Kellogg tapped a Kirkland & Ellis LLP team of Keith Crow, Theodore Peto and Adam Clifford as its outside counsel.

It's Cahillane's first week on the job: he became Kellogg's first outside CEO since 1999 on Oct. 2. His predecessor, John Bryant, is the latest in a wave of executive departures at Big Food companies, including Muhtar Kent of Coca-Cola Co. (KO - Get Report) , Ken Powell of General Mills and Irene Rosenfeld of Mondelez International Inc. (MDLZ - Get Report) . The companies have struggled with lower sales volumes, diminishing shelf space, increasing private label penetration, pricing pressure and low barriers to entry for upstart competitors. Major food company dollar sales have declined almost 3% this year, according to Goldman Sachs analyst Jason English.

Battle Creek, Mich.-based Kellogg is not immune: its sales fell 5% in September, according to IRI data, and its shares are down 14.5% year to date, while the S&P 500 has increased 14% during that period.

These competitors have snapped up niche health-focused brands to keep up with changing customer tastes. Post Holdings Inc. (POST - Get Report) acquired healthy British cereal maker Weetabix Ltd. from China's Bright Food Group Co. Ltd. and Baring Private Equity Asia for £1.4 billion ($1.8 billion).

Campbell Soup Co. (CPB - Get Report) , for instance, agreed to pay $700 million for Pacific Foods of Oregon Inc. in July, although the pending acquisition hit a snag when the estate of the target's former shareholder sued the company.

Last month, Conagra Brands Inc. (CAG - Get Report) acquired private equity-backed ready-to-eat popcorn maker Angie's Artisan Treats LLC, a month after Mars Inc. picked up natural ready-to-eat Indian food products maker.

Nestle SA, under activist pressure, plans to exit its U.S. confectionery business and last month bought coffee chain Blue Bottle Coffee Inc. and plant-based foods maker Sweet Earth Inc.

Valuations are commensurately high: McCormick & Co. (MKC - Get Report) , for instance, paid just under 20 times Ebitda for Reckitt Benckiser Group plc's food division. The $4.2 billion deal closed Aug. 17.

Cahillane, a former Coca-Cola executive, previously served as CEO of vitamin maker Nature's Bounty Co., which Carlyle Group LP (CG - Get Report) sold to KKR & Co. LP (KKR - Get Report) in July, seven years after taking the company private for $4 billion.

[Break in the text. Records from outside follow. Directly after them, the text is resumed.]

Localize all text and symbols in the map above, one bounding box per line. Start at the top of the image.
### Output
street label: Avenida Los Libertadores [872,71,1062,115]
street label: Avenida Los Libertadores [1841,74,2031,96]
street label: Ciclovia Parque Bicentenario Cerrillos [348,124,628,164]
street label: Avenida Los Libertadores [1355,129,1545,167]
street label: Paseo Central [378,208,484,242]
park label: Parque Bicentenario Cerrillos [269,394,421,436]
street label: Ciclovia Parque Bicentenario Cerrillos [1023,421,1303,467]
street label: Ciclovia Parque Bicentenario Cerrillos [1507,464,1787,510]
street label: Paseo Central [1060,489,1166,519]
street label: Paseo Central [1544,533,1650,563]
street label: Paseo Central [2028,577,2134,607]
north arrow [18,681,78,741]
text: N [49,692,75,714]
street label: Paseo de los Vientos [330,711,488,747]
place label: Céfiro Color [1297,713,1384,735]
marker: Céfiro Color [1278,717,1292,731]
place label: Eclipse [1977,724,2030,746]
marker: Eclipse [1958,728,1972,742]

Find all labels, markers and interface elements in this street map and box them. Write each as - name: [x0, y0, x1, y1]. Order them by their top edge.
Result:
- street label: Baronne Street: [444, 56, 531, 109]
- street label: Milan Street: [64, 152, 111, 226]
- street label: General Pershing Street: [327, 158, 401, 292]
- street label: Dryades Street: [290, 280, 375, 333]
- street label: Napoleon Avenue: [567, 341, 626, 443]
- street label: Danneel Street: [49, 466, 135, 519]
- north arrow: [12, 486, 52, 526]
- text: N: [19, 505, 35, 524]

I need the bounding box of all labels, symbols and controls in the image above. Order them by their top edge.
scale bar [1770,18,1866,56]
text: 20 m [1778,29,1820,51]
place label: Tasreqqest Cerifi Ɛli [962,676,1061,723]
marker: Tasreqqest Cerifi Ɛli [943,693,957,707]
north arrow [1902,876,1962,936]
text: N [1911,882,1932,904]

The Rxbar acquisition is Kellogg's first acquisition in a year, following its 1.38 billion reais (about $439 million) purchase of Brazilian food company Ritmo Investimentos SA on Oct. 13. Excluding the tax benefits, it's Kellogg's largest deal since 2012, when it acquired the Pringles chips brand from Procter & Gamble Co. (PG - Get Report) for $2.7 billion.

The deal is expected to close by the end of the year.

Rxbar did not respond to requests for comment.

Kellogg shares rose 0.5% to $63.02 in Friday morning trading.